Die Bundesärztekammer begrüßte die Beschlüsse des Bund-Länder-Treffens grundsätzlich, die Maßnahmen müssten Anfang Dezember aber möglicherweise noch nachgeschärft werden. “Ob sie ausreichen, um die Infektionslage in den Griff zu bekommen und eine Überlastung der Kliniken zu verhindern, muss sich zeigen”, sagte Ärztepräsident Klaus Reinhardt der Funke Mediengruppe. Wichtig sei es, bis zur vereinbarten Evaluation der Beschlüsse am 9. Dezember gezielt Daten und Erkenntnisse darüber zu erheben und zu sammeln um bei Bedarf nachsteuern zu können.

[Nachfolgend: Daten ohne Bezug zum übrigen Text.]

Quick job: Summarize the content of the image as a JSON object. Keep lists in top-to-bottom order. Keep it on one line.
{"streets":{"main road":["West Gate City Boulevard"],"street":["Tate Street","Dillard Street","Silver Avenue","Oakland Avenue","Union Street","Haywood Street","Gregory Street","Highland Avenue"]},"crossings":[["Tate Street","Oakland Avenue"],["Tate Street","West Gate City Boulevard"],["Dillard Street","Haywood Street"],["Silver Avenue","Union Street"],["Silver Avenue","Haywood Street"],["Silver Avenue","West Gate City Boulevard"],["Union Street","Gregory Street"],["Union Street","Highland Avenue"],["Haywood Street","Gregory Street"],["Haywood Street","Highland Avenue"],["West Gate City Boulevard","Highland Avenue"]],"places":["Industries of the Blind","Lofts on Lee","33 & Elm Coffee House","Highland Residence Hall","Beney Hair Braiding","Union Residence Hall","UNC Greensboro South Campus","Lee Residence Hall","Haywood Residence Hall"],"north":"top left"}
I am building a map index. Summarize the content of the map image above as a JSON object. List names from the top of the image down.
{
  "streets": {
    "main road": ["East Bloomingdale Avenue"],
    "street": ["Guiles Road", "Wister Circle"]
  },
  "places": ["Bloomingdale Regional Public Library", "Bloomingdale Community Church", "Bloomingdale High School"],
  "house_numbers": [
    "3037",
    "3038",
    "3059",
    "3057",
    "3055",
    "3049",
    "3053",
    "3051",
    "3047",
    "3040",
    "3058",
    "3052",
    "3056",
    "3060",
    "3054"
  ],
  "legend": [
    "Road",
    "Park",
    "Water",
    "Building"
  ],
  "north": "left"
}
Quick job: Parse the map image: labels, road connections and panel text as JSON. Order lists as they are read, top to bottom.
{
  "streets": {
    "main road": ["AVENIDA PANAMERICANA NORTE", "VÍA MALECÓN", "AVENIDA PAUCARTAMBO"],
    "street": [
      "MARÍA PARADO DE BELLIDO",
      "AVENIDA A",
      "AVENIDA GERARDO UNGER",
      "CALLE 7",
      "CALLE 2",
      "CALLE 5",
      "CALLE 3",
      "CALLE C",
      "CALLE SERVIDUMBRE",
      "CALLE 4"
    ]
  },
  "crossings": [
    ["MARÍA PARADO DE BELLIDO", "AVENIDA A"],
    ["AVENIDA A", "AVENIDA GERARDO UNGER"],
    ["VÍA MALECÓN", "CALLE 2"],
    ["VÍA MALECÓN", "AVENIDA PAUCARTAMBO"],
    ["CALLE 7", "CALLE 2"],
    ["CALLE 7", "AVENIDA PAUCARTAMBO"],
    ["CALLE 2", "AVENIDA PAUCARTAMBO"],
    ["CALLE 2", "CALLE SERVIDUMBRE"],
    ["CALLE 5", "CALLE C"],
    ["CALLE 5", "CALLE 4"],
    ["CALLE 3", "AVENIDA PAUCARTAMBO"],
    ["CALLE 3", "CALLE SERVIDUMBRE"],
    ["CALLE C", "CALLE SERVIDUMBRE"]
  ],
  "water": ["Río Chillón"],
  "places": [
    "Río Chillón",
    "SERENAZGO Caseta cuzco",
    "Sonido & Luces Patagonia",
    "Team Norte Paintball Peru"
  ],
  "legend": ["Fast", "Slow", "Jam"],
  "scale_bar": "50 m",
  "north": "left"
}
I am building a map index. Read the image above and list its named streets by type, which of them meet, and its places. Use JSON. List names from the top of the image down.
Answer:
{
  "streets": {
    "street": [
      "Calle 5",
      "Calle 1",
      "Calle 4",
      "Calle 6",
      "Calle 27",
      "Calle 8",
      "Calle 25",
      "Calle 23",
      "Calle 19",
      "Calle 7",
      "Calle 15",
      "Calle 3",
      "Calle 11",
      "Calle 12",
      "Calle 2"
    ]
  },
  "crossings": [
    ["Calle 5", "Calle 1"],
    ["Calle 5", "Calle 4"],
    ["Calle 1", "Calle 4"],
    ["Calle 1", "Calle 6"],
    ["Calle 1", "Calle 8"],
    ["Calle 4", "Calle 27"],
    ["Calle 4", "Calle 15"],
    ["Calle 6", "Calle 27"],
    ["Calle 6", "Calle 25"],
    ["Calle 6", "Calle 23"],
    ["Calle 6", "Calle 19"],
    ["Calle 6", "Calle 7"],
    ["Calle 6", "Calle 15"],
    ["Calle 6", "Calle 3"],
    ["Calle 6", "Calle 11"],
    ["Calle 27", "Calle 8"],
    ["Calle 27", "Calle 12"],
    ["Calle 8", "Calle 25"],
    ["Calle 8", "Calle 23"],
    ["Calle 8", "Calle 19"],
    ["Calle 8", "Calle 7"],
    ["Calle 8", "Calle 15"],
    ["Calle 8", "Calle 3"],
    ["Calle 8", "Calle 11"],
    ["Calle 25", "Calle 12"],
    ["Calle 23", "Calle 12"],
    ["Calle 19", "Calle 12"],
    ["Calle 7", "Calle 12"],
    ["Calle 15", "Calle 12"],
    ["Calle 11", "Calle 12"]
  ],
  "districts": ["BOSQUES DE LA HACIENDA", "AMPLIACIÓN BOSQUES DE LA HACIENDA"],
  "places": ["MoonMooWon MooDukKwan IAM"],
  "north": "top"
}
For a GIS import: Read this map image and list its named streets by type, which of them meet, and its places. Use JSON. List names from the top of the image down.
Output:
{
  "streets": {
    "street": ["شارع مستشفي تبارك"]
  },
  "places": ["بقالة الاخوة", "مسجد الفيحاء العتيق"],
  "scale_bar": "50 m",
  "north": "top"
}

Auch der Deutsche Städte- und Gemeindebund forderte Tempo bei der Umsetzung der neuen Corona-Beschlüsse. “Die Ampel muss zeigen, dass sie nicht nur redet, sondern dass sie Taten umsetzt”, etwa bei der angedachten Impfpflicht für Pflegeberufe, sagte Hauptgeschäftsführer Gerd Landsberg im ZDF. SPD, Grüne und FDP müssten diese von Bund und Ländern geforderte Impfpflicht nun schnell ins Gesetzesblatt bringen. “Wenn das jetzt wieder bis Januar, Februar, März dauert, dann können wir das vergessen.” Landsberg forderte zudem Kontaktbeschränkungen und die Reduzierung von Veranstaltungen, um das Infektionsgeschehen bremsen können.